Nicholson shook his head, staring at the paper. “I’ve no idea, except that Wakefield himself lived in 73 Portland Place, obviously.”
“They could be witnesses Jenkins wanted to call on,” said Dallington.
“To what?” asked Lenox. “It’s such an unusual assortment. Why not 71 Portland Place, right next door? And what could anyone have seen at 99 Weymouth, two streets away?”
“Shall we have constables knock on all of these doors and ask them whether they have any information about Jenkins or Lord Wakefield?” asked Nicholson.
Lenox considered the idea. “I suppose you’d better.”
“I’ll just arrange it, then. Back in a moment. Have a cup of tea.”

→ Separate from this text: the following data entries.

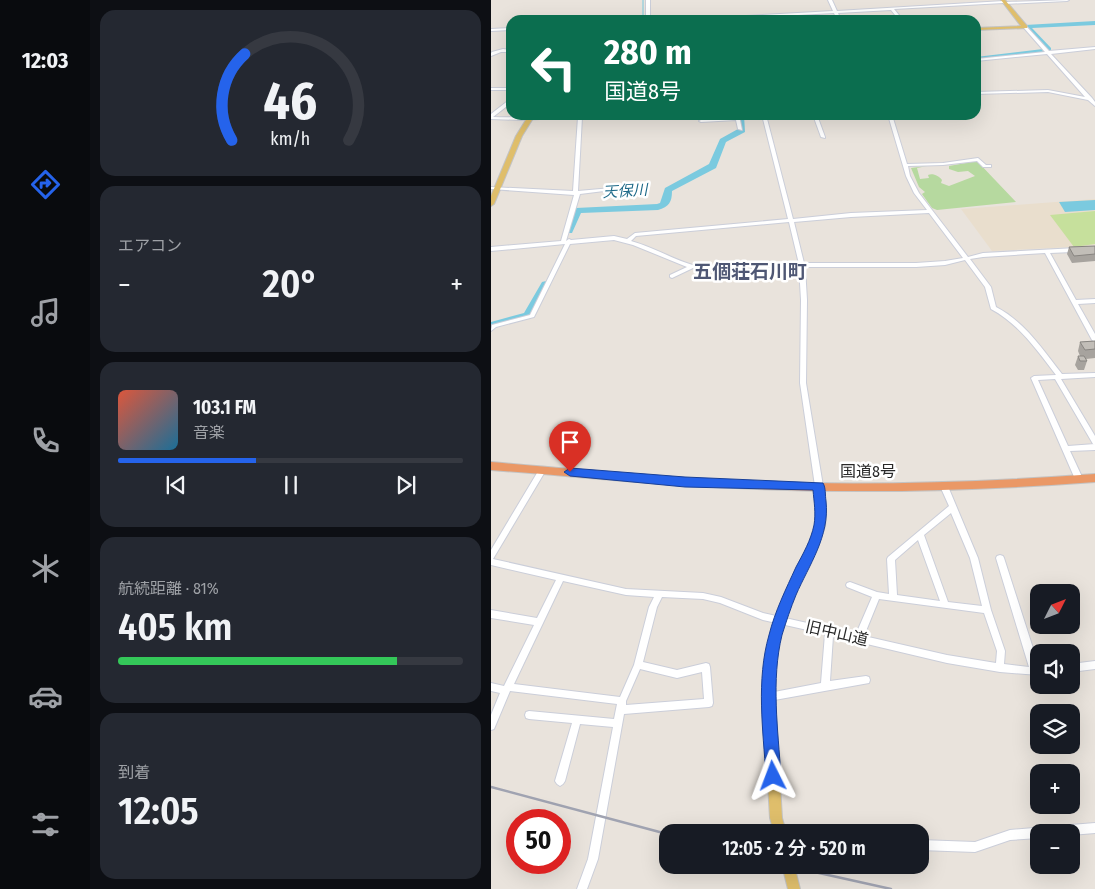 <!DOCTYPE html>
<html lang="ja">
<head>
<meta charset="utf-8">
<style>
  body { margin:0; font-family:"Fira Sans Condensed","Noto Sans JP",sans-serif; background:#242831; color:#f1f3f6; height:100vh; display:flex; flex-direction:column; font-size:19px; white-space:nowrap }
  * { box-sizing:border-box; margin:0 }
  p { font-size:16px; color:#9ea1a6 }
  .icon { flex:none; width:28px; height:28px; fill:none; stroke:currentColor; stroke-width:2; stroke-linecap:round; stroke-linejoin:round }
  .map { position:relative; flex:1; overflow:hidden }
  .side { display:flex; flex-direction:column; gap:10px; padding:10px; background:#0d0f14; width:401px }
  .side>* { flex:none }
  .banner { position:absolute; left:15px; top:15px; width:475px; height:105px; border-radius:15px; box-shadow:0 5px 20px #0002; background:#0b6e4f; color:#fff; overflow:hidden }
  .needle { width:32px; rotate:48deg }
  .buttons { position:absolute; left:539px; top:584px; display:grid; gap:10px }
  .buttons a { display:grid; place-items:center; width:50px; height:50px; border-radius:10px; background:#171b24; box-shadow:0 5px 20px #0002; font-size:25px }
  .speed { position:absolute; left:15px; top:809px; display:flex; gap:10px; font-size:25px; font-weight:700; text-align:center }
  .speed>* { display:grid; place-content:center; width:65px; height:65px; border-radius:50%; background:#171b24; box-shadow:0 5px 20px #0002; line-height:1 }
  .speed .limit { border:8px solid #d22; background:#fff; color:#111 }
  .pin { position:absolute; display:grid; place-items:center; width:42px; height:42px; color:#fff; margin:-51px -21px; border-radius:50% 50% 50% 0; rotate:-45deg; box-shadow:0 0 5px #0007 }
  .pin .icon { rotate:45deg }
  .me { position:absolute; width:55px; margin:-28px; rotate:357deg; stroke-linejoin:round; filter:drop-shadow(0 0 4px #0008) }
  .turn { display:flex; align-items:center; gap:18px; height:105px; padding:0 15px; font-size:22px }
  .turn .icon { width:65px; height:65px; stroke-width:2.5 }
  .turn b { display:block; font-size:35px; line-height:42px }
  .big { font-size:38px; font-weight:600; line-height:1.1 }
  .side .tile { flex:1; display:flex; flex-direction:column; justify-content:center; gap:8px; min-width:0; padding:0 18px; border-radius:15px; background:#242831 }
  .side .dial { align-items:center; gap:0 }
  .dial svg { height:130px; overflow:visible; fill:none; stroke:#363941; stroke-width:7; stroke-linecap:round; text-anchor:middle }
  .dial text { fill:#f1f3f6; stroke:none }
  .song { display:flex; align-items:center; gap:15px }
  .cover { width:60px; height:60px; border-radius:8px; background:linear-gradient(135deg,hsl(10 70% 55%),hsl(200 70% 35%)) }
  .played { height:5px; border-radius:2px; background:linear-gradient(90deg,#2563eb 40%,#363941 40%) }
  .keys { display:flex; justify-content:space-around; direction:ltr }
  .heat { display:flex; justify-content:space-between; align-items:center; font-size:28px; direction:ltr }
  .charge { height:8px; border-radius:4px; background:linear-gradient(90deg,#34c759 81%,#363941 0) }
  .trip { position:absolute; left:168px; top:824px; width:270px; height:50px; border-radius:15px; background:#171b24; box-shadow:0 5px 20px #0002; font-weight:600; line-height:50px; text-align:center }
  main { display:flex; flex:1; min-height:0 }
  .dock { display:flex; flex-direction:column; width:90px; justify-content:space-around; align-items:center; background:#090b0e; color:#9ea1a6 }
  .dock .icon { width:35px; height:35px }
  .dock .selected { color:#2563eb }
  .dock b { font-size:22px; color:#f1f3f6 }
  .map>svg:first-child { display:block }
  .education { fill:#e9decd }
  .green { fill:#b6d99f }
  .pitch { fill:#c6e09c }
  .water { fill:#7bcadf }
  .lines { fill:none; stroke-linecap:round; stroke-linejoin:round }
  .stream { stroke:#7bcadf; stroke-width:1 }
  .river { fill:#7bcadf; fill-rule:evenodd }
  .minor-casing { stroke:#cbced9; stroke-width:2 }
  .major-casing { stroke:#c3c3c3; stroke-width:2 }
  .highway-casing { stroke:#c3c3c3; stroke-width:2 }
  .minor { fill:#fff; fill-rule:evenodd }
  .major { fill:#dfbe6b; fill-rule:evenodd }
  .highway { fill:#ea9866; fill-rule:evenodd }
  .rail { stroke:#a0a3b1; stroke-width:2.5 }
  .wall { fill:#a7a39e }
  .building { fill:#c2beb8; stroke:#888581 }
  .route { fill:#2563eb; stroke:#184099 }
  .labels { text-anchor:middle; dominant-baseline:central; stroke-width:5; stroke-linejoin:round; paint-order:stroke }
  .far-water-label { font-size:15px; font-style:italic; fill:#1d6988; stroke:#fff }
  .street-label { font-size:16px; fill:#292929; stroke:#fff }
  .quarter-label { font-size:19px; font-weight:bold; fill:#4f5774; stroke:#fff }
</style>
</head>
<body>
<main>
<nav class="dock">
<b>12:03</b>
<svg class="icon selected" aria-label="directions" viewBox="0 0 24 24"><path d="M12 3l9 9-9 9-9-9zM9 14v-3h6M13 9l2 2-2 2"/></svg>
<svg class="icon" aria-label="music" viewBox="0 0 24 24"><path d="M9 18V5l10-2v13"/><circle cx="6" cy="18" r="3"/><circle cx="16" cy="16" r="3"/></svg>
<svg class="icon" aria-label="phone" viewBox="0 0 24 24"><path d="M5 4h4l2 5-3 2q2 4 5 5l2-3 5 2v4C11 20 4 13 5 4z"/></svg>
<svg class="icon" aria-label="climate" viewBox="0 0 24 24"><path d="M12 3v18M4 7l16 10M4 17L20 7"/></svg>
<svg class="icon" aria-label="car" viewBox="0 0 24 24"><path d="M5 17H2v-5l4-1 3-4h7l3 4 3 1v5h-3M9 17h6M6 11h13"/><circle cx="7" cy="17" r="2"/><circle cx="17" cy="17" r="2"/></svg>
<svg class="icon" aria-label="filters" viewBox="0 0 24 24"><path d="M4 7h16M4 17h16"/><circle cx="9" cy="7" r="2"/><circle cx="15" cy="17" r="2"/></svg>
</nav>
<section class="side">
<div class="tile dial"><svg viewBox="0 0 100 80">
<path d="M14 69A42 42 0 1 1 86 69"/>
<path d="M14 69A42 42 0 0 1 22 16" stroke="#2563eb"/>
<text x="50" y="56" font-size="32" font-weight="700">46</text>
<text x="50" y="72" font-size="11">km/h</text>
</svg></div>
<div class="tile"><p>エアコン</p>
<div class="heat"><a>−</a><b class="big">20°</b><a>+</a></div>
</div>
<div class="tile">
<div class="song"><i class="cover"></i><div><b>103.1 FM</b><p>音楽</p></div></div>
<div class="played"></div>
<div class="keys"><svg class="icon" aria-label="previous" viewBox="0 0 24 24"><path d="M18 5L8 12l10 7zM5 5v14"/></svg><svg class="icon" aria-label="pause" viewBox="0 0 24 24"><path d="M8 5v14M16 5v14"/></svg><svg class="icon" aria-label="next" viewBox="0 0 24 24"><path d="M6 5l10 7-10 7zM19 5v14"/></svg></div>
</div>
<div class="tile"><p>航続距離 · 81%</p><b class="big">405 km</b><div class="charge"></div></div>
<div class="tile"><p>到着</p><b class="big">12:05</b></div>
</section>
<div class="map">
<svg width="604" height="889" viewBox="0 0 604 889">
  <rect width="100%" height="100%" fill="#e9e3dc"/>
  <polygon class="education" points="604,199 604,245 580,247 501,251 470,209"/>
  <path class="green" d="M486,161L525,202L446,210L441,208L431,194L434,192L428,187L420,168L436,166L426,168L429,179L438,178L437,175C442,173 448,176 451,180L450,183L458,186L484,176L477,171L467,172L458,169V166Z"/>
  <polygon class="pitch" points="604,211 604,244 583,247 559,215"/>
  <polygon class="water" points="604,200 604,210 574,212 568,202"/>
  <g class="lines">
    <polyline class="stream" points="152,0 152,20"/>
    <g class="river">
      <polygon points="604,21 604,25 541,28 560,48 560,52 485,61 485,57 552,49 534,27 534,25"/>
      <path d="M245,115H253L254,132L235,142L225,168L181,191C181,202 178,207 167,210L90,213L81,233H75L73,231L79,212L85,208L166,204L169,203L174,188L218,164L229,139L247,129Z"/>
      <polygon points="55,281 60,284 41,317 0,329 0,322 33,313 51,282"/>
    </g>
    <defs>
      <g id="minor">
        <rect x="155" y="0" width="4" height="20"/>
        <polygon points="337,0 341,0 346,11 513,1 515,2 578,0 576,1 514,4 512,3 403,9 412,20 408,20 400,10 347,13 350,20 346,20 343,13 220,20 199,20 201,19 342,11"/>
        <polygon points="533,26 535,26 558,51 604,47 604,49 560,54 601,98 604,102 604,106 597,100 557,92 485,94 485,92 557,90 594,97 556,54 485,61 485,59 554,52 533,28"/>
        <polygon points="20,28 20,30 0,31 0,29"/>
        <polygon points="12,49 20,50 20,52 10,52 0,56 0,53 1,52"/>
        <rect x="0" y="88" width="20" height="2"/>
        <path d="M18,100H20V103L2,117C34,118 67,115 99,115L91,117L87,191L121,188L123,189L121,190L89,194L75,241L78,239L80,240L123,236L136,239L144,233L297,219L271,115H275L302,219L360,213L436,210L423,193L415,176L397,115H401L416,164L452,163L487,158L495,165H500V167H492L486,161L452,165L417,166L419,176L428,193L477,257L492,253L604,247V251L559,253L585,300L604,299V303L587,304L604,334V342L601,340L554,253L492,257L479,259L500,287L505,307C534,322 552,350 571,374L604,373V377L570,379L604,436V444H602L564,379L547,380L577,446L604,444V450L579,451L592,479L591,481H585L584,479L540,378L543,376L565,375C546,350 528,324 500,309L494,287L474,260L454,265L425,267H314L316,300L315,383L332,486L331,488H325L324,486L309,383L310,300L308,267L272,271L241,272L214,271L202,268L181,278L179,277V275L196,267L142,245L123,240L79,244L43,317L5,327L0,331L1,325L39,315L74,244L0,251V247L70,241L83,195L0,189V187L82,191L87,117L30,120L0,119V114ZM438,213L472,258L454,261L425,263H313L303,222L360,217ZM298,222L308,264C279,269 233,272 205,266C183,260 162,247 140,241L145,236Z"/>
        <polygon points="244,115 248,115 251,130 247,129 245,120 210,122 208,121 210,120 244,118"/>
        <polygon points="322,115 326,115 334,137 334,138 330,137"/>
        <path d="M51,467L53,468L55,470L2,559L135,589L212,593L230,597L272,613L365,634L381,597L356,587L355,585L356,583L359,582L386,592L398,594L396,559L397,557L458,506L449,486L450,484H456L487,558L500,610L514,651L513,664L538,667L505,558L506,556L509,555L512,556L513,558L548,667V675L509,672L456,663L342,636L339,681L375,676L378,677L379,680L378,683L278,701L275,700L274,697L275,694L278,693L330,683L334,634L272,620L229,603L212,599L171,597L166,607L152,662L186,670L215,663L218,664L219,667L222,703L221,706L218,707L133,714L107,859L96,889H86L97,859L122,727L89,724L74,781L72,784L69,786L66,784L64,781L81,723L38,719L35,718L34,715L35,712L38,711L123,719L126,704L19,691L3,729L0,730V715L9,693L0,691V683L13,686L43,625L0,618V610L46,618L65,580L0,565V550L49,468ZM460,513L479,558L491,606L457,602L433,535ZM427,540L449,601L406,595L404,560ZM72,581L135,595L163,597L158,607L143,665L129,697L23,684ZM388,599L493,613L506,651L505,663L456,655L373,636ZM149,669L186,678L211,672L213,699L135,705V701Z"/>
        <polygon points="604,661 604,669 580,672 580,664"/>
        <polygon points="604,823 604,833 580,835 580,832 548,832 548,838 519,840 484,852 429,850 429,840 484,842 519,830"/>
      </g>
      <g id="major">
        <polygon points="510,0 514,0 536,26 536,28 485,30 485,28 530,26"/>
        <polygon points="38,115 44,115 31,136 3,204 0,206 0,196 25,136"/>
        <polygon points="328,483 331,484 333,486 335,513 334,526 328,543 303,596 290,633 285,655 283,677 285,716 291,818 295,832 283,832 279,818 273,716 273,677 275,655 280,633 293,596 318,543 324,526 325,513 323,486 325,484"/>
        <polygon points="291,865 303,865 309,889 297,889"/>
      </g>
      <path id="highway" d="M0,462C82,469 163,477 245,481C365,486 484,483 604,474V482C484,491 365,494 245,488C163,485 82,476 0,470Z"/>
    </defs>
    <use href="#minor" class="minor-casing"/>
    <use href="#major" class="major-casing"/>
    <use href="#highway" class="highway-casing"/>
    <use href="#minor" class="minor"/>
    <use href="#major" class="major"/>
    <use href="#highway" class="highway"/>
    <g class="rail">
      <polyline points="0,787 176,834"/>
      <polyline points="268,865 300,873"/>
      <polyline points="292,865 400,889"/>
    </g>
  </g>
  <g class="wall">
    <polygon points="604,246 604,261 581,263 576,254 578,247"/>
    <polygon points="604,341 604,358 595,359 596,361 593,370 587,370 584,365 587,356 589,356 587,351 589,342"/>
  </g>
  <g class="building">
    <polygon points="604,246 604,254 583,256 578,247"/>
    <polygon points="604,341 604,349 594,350 589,342"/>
    <polygon points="587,356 593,356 596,361 589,361"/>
  </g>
  <path class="route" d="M79,468L194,477L332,483C335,488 334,495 335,501C339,536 318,565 305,595C300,607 295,622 291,635C280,680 287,730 290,776L288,782L282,784L277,782L275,776C272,730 265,680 278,635C284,611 295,589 305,567C312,554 320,540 323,525C325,513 323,502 322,490L194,487L79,476L73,472Z"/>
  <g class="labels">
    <g class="far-water-label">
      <text transform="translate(134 191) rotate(-3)">天保川</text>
    </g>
    <g class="street-label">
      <text x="377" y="471">国道8号</text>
      <text transform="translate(346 633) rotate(13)">旧中山道</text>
    </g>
    <g class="quarter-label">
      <text x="259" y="271">五個荘石川町</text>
    </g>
  </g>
</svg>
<div class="buttons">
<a><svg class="needle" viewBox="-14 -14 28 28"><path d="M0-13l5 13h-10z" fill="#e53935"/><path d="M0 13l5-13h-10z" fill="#9ea1a6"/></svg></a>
<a><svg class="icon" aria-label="sound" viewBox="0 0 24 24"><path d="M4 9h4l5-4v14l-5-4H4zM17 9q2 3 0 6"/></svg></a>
<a><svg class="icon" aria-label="layers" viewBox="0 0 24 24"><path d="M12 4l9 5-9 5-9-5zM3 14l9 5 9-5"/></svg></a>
<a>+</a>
<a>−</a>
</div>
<div class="speed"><div class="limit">50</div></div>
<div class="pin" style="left:79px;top:472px;background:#d93025"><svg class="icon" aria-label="arrive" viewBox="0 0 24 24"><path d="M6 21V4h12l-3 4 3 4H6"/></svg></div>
<svg class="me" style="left:282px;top:776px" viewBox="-20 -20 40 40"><path d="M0-17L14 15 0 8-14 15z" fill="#2563eb" stroke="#fff" stroke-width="4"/></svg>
<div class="trip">12:05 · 2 分 · 520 m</div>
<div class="banner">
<div class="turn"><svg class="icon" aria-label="left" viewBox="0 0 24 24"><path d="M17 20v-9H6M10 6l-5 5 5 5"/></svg><div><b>280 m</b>国道8号</div></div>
</div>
</div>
</main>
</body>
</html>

Dallington and Lenox made their way down toward the table of refreshments, talking quietly. “I’m free,” said Dallington. “Perhaps I’ll go along.”
Lenox thought for a moment. “Might we send Pointilleux?”

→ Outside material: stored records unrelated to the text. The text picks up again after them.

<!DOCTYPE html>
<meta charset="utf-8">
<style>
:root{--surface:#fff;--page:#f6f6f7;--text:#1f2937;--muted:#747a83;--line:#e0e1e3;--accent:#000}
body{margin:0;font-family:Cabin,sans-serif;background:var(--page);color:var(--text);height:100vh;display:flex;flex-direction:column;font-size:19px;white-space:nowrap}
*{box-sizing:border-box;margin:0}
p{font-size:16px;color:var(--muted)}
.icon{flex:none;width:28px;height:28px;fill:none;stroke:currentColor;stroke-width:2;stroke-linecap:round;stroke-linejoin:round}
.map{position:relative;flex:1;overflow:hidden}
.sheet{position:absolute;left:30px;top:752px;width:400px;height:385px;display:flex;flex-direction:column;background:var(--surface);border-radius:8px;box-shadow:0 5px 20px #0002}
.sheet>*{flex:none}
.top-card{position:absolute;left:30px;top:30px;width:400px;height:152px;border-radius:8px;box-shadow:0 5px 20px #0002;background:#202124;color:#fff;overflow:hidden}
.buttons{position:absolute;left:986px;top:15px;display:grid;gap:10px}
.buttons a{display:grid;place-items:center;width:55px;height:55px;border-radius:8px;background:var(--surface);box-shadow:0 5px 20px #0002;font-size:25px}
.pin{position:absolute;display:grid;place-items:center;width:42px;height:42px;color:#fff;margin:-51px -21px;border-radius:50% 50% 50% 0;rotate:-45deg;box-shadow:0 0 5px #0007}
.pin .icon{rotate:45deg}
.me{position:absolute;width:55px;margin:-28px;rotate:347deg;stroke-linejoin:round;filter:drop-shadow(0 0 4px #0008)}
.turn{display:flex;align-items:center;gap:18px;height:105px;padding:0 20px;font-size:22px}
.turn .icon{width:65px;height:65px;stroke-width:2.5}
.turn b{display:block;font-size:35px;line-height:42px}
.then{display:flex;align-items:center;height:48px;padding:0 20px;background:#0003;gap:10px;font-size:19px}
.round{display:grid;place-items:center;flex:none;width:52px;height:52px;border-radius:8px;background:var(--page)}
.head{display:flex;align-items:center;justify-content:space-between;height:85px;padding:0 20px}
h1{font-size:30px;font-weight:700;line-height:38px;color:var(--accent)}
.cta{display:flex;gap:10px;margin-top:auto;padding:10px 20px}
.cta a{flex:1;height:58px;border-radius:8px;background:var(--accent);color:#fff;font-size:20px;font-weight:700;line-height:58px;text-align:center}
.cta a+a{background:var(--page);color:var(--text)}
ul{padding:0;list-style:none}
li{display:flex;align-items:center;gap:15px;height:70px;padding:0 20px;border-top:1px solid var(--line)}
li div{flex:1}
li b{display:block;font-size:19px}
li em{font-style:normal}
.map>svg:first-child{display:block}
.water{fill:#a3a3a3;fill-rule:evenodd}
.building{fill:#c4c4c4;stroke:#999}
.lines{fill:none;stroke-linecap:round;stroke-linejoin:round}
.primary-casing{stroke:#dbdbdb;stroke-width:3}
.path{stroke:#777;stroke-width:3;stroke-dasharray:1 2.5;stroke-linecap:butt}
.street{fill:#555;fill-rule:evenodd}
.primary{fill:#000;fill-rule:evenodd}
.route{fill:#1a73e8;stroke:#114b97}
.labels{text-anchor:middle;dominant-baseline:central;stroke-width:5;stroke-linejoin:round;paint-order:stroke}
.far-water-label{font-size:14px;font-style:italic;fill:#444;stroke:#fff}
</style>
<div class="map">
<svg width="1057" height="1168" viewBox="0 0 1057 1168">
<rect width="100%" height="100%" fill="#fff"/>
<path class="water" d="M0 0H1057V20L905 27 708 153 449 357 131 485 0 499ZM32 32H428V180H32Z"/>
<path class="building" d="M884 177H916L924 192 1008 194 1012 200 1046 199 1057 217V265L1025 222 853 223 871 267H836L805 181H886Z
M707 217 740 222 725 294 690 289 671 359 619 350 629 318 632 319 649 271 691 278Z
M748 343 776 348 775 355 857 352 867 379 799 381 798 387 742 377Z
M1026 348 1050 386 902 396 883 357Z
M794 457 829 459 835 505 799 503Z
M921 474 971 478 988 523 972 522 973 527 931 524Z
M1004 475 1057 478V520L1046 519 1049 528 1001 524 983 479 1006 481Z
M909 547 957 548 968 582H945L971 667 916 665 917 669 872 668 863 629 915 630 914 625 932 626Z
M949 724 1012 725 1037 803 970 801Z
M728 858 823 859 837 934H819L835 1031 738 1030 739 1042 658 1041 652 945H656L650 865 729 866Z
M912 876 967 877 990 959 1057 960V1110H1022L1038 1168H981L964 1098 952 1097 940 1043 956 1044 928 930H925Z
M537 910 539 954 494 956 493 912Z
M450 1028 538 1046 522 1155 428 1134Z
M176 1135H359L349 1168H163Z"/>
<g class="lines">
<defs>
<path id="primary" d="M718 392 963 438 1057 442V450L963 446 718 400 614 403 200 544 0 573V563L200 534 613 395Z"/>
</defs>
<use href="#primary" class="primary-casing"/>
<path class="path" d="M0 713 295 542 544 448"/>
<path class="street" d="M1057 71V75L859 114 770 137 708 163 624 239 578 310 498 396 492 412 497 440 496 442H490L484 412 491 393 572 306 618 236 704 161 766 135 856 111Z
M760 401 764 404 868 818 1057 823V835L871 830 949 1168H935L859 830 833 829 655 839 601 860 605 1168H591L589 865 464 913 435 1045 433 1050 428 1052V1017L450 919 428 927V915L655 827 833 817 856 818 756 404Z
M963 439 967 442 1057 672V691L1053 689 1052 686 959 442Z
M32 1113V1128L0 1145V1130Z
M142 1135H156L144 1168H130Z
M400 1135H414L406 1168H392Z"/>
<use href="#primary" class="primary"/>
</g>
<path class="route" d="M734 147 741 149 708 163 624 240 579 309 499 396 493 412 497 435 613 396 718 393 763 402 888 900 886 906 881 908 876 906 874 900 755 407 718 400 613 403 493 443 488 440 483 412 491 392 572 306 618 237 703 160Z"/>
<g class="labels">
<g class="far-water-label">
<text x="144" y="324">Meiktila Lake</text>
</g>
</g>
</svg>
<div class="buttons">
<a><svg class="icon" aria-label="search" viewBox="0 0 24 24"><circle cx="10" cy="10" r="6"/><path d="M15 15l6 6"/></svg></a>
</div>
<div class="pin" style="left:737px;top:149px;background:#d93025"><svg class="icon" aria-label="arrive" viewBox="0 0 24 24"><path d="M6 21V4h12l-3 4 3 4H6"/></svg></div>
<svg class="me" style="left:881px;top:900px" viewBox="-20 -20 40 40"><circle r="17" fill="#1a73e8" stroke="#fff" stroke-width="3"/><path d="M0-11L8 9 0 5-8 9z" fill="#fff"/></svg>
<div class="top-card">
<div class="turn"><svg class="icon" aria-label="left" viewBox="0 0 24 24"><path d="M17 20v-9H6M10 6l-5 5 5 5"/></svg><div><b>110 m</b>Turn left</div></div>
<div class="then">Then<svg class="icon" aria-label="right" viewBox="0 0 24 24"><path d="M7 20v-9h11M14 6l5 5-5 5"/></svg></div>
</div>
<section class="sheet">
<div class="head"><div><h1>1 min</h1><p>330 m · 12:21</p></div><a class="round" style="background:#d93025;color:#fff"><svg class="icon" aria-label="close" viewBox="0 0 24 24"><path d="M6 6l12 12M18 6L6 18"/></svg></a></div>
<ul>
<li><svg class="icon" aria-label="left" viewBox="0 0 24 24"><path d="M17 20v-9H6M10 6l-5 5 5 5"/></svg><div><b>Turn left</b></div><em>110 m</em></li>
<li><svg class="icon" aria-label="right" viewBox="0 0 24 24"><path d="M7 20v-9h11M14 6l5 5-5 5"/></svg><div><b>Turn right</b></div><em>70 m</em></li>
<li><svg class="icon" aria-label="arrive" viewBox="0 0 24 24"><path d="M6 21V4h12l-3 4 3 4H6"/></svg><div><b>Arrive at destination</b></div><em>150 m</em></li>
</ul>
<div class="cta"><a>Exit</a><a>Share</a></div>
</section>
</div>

Dallington frowned. “Do you think it’s the right time to train him, on such a sensitive matter?”
“He’s inexperienced, but he’s bright, and I’d like to reward him for his loyalty to us. He’s made it plain that he would like to get out of the office and do some work. On top of that, whether it’s you or he who goes, the Yard will insist upon taking the lead.”
“True enough.”
“That would also give the two of us time to step over to McConnell’s laboratory.”
Nicholson returned after a few moments with Sergeant Armbruster, the rather portly, worried-looking officer who had so dearly wanted hot soup for himself and his men as he was managing the scene of Jenkins’s murder. He had also conducted the canvass. Nicholson reintroduced them and said that the sergeant and his men had already visited most of the houses on the list.
“Which ones haven’t you visited?” asked Dallington.
“I’m not entirely certain, sir,” said Armbruster. “It will be in the report we made. I’m happy to go out again, though as I said to Inspector Nicholson, we found little enough the first time, and I generally work here, in the back offices, not out in the field. Perhaps it would be better to send a fresh pair of eyes.”
“Sometimes it only takes a second round of questions,” said Nicholson sharply.